The pub moved into the building on the right of the photo shortly afterwards, but it collapsed on December 2nd 1901 because its foundations were disturbed when the building on the opposite corner of High Bridge was being pulled down and replaced. The current Beehive was built in its place the following year.

We can’t see much of the Black Bull, which is a shame, because it’s the only known photo of this famous old inn. Its frontage was on High Bridge but there was another entrance to it on the Bigg Market, immediately to the left of Young & Sons’ shop in the photo. It was owned by the Pinkney family in May of 1752, when a Scottish soldier called Ewan McDonald called in for a pint.

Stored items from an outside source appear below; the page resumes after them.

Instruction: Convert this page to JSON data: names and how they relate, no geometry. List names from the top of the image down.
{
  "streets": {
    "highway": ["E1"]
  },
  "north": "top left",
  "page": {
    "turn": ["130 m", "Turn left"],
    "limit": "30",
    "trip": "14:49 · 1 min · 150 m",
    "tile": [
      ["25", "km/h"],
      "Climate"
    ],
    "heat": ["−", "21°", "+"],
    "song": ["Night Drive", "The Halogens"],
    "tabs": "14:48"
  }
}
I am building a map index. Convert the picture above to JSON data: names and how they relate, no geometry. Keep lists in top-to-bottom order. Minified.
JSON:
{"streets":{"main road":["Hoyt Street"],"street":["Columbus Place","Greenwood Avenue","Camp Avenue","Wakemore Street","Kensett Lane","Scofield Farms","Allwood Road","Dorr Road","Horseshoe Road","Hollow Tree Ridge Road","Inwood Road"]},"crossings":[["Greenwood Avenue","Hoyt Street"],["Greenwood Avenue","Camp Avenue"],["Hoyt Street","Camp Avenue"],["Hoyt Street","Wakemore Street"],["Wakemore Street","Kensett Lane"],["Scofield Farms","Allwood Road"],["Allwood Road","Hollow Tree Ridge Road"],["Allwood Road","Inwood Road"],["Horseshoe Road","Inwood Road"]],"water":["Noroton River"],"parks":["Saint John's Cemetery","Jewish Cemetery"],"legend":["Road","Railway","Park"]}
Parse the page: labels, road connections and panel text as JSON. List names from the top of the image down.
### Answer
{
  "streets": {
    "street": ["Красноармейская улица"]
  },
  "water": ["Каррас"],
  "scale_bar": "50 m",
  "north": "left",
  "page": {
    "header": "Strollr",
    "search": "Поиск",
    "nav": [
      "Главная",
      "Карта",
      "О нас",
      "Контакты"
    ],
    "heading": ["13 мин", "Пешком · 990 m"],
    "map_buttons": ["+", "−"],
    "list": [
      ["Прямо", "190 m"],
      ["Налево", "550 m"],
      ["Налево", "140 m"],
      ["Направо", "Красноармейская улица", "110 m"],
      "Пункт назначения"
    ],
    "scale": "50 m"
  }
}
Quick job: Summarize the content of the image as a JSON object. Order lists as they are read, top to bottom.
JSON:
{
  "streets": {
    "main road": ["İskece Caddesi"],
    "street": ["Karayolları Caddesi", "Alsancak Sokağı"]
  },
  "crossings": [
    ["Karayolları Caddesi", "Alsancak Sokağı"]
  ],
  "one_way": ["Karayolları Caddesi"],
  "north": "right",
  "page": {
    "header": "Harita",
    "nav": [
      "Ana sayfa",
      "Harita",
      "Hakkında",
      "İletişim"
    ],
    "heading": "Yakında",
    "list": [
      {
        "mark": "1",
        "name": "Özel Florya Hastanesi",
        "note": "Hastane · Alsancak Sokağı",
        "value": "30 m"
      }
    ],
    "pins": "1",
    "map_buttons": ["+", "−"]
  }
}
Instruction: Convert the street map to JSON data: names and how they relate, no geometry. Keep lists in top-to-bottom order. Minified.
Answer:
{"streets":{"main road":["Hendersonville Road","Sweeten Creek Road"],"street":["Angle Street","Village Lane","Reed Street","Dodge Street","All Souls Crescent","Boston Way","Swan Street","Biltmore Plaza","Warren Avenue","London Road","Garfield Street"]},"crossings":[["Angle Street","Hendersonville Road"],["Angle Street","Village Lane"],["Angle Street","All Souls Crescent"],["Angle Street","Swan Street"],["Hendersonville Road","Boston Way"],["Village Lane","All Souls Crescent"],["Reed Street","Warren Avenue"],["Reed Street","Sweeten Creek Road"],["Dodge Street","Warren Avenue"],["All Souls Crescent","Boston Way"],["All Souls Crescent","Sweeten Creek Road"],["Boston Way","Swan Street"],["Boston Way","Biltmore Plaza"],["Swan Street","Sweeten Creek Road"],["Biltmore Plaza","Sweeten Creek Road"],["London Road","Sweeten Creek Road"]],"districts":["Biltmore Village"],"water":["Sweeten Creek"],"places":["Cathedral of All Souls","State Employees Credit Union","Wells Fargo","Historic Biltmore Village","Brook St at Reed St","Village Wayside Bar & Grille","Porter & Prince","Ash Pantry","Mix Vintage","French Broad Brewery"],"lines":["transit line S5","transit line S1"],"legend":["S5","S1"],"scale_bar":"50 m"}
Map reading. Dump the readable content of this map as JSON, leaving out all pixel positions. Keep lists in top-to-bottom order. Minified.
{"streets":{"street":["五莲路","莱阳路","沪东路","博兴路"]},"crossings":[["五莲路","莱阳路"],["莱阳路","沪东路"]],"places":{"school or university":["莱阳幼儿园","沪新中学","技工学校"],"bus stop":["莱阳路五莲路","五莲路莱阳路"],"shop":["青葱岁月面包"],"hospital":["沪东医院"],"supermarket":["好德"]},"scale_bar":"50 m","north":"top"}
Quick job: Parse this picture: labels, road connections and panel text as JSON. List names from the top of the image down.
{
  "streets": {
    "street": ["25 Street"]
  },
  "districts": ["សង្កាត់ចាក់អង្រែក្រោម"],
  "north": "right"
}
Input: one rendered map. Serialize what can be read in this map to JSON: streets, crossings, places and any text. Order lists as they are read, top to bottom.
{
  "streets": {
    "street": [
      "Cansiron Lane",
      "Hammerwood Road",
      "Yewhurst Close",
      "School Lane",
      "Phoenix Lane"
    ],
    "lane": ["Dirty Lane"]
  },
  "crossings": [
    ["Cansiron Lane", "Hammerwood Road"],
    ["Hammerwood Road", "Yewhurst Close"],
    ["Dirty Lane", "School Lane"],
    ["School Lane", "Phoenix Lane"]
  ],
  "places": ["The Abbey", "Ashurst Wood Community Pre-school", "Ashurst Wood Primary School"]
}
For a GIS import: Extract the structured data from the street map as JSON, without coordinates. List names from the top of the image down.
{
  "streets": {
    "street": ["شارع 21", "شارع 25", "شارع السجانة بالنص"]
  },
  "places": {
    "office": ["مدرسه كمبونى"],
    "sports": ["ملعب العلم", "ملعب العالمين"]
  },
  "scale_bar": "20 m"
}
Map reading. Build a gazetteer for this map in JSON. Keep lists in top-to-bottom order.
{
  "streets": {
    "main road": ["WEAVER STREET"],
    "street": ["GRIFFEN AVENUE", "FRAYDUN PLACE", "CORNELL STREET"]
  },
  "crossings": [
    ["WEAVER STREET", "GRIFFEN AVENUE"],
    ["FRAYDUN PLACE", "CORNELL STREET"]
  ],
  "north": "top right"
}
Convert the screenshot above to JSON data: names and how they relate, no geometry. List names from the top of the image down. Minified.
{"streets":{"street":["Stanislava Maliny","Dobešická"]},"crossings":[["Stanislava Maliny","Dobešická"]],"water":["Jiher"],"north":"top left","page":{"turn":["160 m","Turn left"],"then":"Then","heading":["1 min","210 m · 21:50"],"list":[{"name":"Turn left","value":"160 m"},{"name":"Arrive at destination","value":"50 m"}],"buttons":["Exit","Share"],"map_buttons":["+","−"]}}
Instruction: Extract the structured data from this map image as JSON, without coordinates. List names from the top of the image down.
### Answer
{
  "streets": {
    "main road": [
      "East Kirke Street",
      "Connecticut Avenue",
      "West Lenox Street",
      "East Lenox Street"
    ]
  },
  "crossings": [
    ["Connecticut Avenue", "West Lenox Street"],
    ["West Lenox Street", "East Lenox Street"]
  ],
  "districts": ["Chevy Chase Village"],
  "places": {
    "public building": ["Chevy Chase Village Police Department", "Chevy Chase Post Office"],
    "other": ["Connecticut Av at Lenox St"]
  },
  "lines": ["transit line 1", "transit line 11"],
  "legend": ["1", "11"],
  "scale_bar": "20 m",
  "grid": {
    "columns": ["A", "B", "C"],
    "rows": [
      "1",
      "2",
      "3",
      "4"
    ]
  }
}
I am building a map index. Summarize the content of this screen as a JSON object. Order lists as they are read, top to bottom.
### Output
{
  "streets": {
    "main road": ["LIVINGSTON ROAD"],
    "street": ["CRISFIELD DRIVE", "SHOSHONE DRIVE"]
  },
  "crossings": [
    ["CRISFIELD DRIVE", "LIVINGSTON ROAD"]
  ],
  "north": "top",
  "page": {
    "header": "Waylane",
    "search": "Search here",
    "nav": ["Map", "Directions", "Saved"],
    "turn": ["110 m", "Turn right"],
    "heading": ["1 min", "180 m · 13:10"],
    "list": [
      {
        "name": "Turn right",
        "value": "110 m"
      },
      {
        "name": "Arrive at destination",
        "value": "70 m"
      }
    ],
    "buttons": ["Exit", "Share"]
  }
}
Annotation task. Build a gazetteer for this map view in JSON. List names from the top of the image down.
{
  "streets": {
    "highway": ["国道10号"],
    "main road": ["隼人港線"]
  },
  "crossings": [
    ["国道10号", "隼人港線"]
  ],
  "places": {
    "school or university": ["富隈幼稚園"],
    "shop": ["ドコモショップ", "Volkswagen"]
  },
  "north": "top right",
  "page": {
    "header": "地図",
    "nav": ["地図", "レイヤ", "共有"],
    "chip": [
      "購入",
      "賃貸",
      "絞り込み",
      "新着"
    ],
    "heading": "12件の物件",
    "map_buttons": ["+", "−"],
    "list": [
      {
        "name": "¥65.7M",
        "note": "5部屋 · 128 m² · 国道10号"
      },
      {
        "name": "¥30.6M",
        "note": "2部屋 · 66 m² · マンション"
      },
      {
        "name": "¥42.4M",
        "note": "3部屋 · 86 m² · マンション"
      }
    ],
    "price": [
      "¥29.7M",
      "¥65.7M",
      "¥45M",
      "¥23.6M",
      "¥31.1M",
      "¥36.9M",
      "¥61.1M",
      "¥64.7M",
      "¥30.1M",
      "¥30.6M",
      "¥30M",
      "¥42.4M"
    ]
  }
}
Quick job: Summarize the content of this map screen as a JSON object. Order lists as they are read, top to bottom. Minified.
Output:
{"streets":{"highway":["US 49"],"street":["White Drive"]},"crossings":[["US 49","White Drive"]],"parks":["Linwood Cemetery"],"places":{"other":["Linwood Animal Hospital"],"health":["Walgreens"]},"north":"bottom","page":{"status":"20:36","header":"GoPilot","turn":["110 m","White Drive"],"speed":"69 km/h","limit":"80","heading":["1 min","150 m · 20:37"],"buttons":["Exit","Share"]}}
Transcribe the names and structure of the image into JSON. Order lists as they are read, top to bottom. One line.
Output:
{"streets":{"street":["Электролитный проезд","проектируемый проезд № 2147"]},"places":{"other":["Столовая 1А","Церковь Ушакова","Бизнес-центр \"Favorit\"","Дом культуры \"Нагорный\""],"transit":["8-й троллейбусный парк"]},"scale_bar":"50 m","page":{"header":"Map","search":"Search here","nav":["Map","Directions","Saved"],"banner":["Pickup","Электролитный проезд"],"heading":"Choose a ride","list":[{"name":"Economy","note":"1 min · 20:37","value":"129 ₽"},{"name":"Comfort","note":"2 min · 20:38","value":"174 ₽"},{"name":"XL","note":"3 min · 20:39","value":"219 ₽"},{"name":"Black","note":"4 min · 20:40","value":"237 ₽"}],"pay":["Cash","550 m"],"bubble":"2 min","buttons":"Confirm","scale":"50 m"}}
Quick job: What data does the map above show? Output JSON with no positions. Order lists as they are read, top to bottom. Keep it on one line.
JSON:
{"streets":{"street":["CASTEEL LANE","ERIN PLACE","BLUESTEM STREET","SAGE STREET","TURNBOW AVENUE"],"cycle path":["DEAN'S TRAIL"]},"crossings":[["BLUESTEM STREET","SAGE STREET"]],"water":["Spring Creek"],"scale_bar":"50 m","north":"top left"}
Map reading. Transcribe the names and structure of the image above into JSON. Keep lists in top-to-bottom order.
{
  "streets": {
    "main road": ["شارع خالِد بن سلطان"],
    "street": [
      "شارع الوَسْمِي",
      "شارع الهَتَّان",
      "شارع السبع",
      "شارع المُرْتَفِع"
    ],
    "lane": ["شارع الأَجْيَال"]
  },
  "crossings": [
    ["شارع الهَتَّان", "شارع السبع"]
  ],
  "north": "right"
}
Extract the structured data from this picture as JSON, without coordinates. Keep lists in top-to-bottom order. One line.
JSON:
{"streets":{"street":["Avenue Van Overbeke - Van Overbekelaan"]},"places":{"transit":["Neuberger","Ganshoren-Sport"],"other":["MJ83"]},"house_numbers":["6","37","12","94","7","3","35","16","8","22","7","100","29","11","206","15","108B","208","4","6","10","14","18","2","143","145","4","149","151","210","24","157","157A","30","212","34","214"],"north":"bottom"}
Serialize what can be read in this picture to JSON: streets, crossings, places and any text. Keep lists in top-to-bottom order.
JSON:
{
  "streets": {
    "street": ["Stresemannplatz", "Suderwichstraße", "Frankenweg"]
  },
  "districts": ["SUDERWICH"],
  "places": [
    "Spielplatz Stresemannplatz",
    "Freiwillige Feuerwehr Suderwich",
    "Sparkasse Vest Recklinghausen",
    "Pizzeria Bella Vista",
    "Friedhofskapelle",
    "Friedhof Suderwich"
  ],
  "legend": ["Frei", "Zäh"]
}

The Scots weren’t liked in Newcastle due hundreds of years of Border warfare; their army had attacked and occupied the town twice the previous century and treated the Geordies badly. Words were exchanged between a customer and McDonald, who drew a knife and stabbed him. He was tried for murder and sentenced to death, and the execution took place shortly afterwards in front of a huge crowd on the Town Moor.

McDonald wasn’t going down without a fight, he wrestled with the hangman and tried to throw him off the gallows. He was eventually hanged, but not thoroughly enough. His body was taken away for dissection, as was customary at the time, but he revived on the surgeon’s table and sat up. Not wanting to be deprived of such a strapping young specimen, the surgeon is said to have brayed him on the head with a mallet and proceeded to slice him up.

The Black Bull was demolished a year or so after the old Beehive fell down, when High Bridge was widened. The current Beehive is a popular and handsome pub, the exterior is clad with fancy green tiles and it’s a Grade II Listed Building.